Data for this exercise START

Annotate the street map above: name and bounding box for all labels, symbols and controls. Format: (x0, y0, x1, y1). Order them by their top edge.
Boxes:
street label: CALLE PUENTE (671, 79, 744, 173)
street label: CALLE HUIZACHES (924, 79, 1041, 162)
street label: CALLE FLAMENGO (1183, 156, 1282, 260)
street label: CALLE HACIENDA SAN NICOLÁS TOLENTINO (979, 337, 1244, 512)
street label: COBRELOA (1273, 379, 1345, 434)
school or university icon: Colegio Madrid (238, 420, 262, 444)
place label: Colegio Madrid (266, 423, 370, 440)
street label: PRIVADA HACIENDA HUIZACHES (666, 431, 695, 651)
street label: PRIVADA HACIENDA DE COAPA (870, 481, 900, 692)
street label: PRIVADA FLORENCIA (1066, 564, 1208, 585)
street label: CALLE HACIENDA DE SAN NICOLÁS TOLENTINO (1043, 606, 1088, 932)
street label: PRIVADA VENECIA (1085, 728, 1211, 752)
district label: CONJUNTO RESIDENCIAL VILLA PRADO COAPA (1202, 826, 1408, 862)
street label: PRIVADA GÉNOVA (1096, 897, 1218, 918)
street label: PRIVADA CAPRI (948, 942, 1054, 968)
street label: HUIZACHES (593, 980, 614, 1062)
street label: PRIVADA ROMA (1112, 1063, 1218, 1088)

Data for this exercise END

* **Task objective**: All of the data above should be set down again exactly.

* **Answer section**:
Annotate the street map above: name and bounding box for all labels, symbols and controls. Format: (x0, y0, x1, y1). Order them by their top edge.
Boxes:
street label: CALLE PUENTE (671, 79, 744, 173)
street label: CALLE HUIZACHES (924, 79, 1041, 162)
street label: CALLE FLAMENGO (1183, 156, 1282, 260)
street label: CALLE HACIENDA SAN NICOLÁS TOLENTINO (979, 337, 1244, 512)
street label: COBRELOA (1273, 379, 1345, 434)
school or university icon: Colegio Madrid (238, 420, 262, 444)
place label: Colegio Madrid (266, 423, 370, 440)
street label: PRIVADA HACIENDA HUIZACHES (666, 431, 695, 651)
street label: PRIVADA HACIENDA DE COAPA (870, 481, 900, 692)
street label: PRIVADA FLORENCIA (1066, 564, 1208, 585)
street label: CALLE HACIENDA DE SAN NICOLÁS TOLENTINO (1043, 606, 1088, 932)
street label: PRIVADA VENECIA (1085, 728, 1211, 752)
district label: CONJUNTO RESIDENCIAL VILLA PRADO COAPA (1202, 826, 1408, 862)
street label: PRIVADA GÉNOVA (1096, 897, 1218, 918)
street label: PRIVADA CAPRI (948, 942, 1054, 968)
street label: HUIZACHES (593, 980, 614, 1062)
street label: PRIVADA ROMA (1112, 1063, 1218, 1088)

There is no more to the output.